▶ Exercise brief
Your task is to find every line of the data that holds the string "order" and copy it.

▶ Extracted records
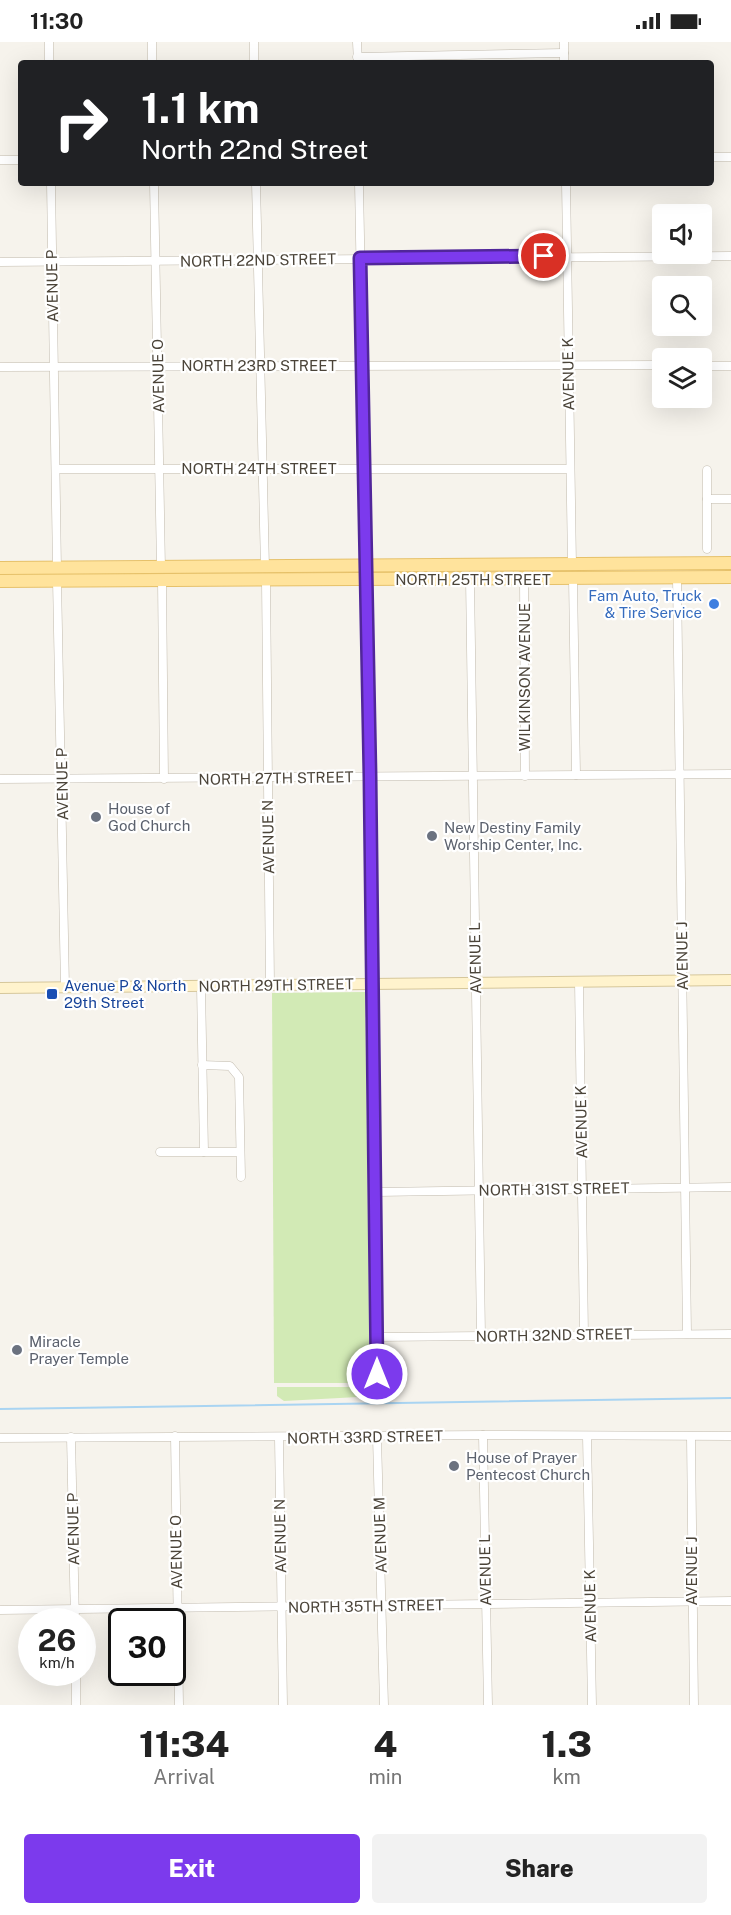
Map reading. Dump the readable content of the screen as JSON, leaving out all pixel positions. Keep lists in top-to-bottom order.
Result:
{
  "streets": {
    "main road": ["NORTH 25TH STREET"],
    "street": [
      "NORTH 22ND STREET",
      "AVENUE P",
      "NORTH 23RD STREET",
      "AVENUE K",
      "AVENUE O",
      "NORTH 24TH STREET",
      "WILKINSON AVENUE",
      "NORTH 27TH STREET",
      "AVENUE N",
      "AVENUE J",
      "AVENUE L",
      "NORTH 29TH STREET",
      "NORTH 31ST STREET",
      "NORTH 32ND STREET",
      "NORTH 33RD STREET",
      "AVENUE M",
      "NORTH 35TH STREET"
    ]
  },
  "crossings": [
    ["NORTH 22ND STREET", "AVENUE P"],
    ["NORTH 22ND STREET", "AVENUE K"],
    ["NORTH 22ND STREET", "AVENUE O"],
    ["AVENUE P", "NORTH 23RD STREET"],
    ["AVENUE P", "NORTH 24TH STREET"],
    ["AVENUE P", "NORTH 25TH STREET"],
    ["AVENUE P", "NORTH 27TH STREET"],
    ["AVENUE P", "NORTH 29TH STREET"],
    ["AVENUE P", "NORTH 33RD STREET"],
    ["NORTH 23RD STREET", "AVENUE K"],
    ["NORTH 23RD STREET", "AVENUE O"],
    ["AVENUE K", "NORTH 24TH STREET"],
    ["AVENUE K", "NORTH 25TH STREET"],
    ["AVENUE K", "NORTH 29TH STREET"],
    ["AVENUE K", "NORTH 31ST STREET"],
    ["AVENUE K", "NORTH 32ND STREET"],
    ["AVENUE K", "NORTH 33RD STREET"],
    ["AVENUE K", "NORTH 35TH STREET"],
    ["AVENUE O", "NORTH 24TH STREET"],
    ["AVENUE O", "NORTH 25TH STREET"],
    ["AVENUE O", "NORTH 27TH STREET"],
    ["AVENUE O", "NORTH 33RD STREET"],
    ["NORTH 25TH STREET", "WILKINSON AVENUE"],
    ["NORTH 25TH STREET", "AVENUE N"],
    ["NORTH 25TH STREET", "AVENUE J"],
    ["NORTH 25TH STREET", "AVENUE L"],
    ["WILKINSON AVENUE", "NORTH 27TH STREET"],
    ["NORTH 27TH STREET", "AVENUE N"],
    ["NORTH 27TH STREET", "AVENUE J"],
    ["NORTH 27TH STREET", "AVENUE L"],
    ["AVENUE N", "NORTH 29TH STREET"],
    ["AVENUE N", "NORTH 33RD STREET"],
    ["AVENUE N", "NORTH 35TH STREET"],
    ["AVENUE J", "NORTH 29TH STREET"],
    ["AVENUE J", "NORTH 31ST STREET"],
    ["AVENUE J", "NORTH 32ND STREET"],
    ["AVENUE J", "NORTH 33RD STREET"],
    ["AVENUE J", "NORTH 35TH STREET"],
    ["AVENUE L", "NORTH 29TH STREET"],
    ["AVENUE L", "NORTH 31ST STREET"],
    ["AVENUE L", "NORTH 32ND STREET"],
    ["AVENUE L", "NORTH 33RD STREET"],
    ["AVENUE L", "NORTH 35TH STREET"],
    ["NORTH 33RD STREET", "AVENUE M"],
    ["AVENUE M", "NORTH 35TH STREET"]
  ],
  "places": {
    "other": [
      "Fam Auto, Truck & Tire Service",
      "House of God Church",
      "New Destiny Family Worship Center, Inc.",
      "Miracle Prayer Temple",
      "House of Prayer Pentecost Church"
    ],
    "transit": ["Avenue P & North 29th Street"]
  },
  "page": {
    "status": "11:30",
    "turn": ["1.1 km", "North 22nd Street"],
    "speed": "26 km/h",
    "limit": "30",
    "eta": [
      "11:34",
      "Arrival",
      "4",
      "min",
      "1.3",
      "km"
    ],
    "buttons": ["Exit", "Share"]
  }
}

--

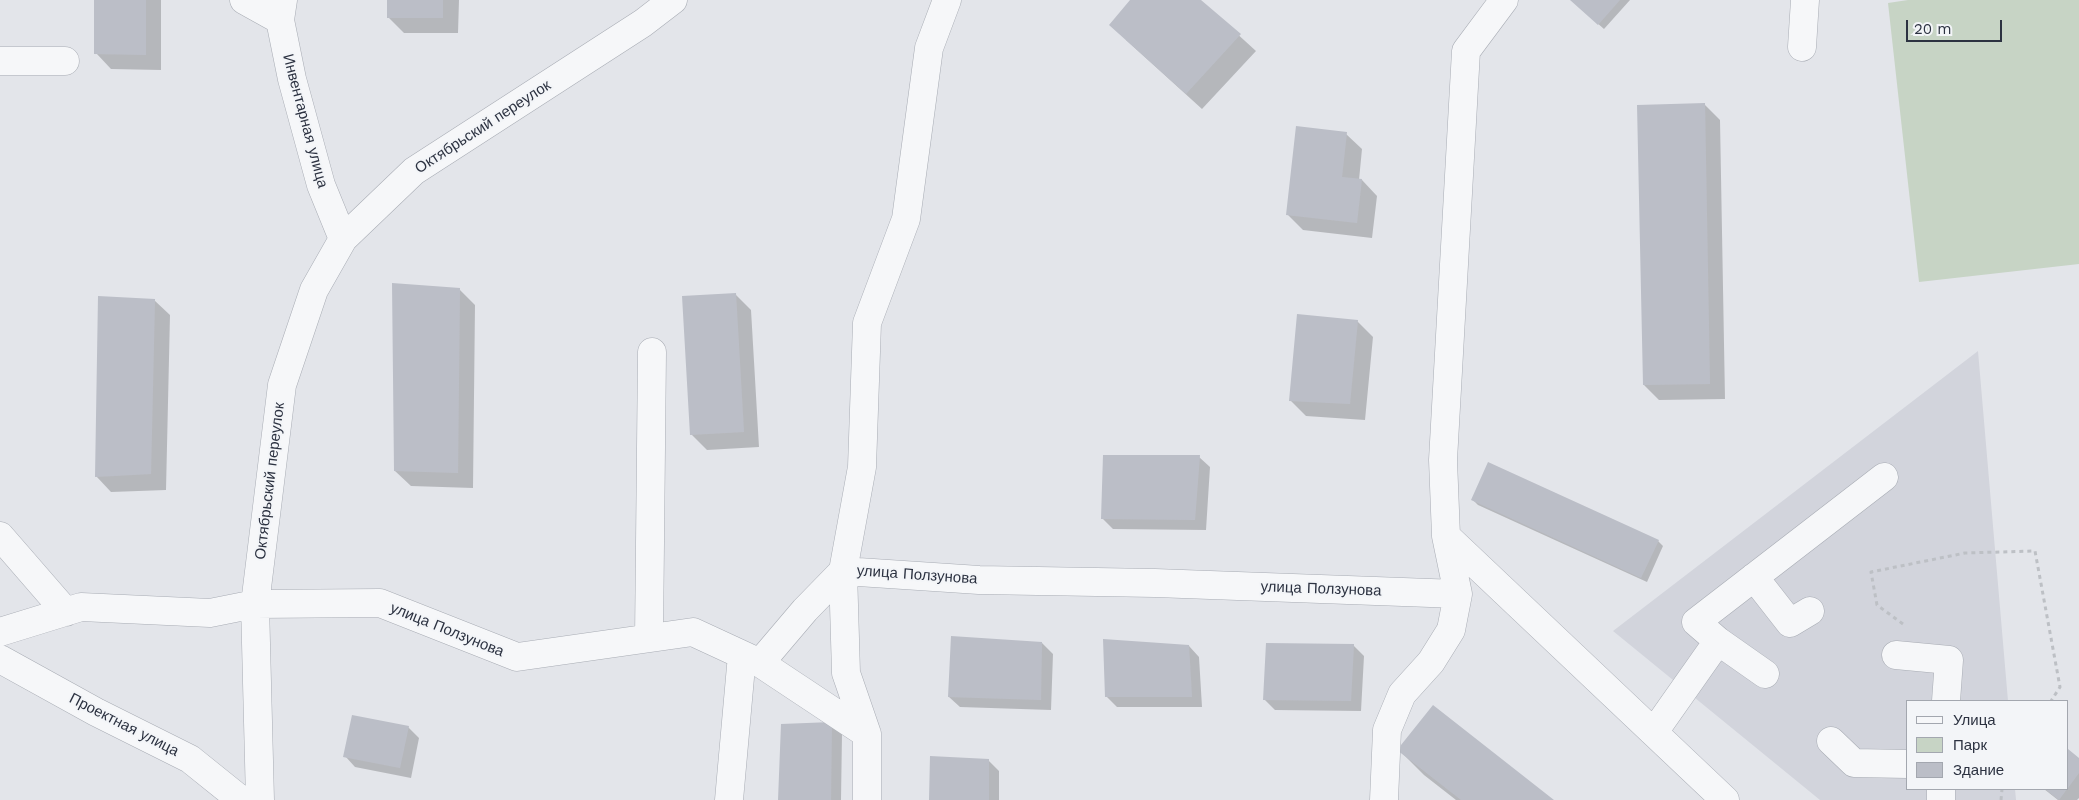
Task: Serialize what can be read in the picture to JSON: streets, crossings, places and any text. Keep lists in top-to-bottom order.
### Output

▶ Result
Map reading. Dump the readable content of the screen as JSON, leaving out all pixel positions. Keep lists in top-to-bottom order.
Task: Serialize what can be read in the picture to JSON: streets, crossings, places and any text. Keep lists in top-to-bottom order.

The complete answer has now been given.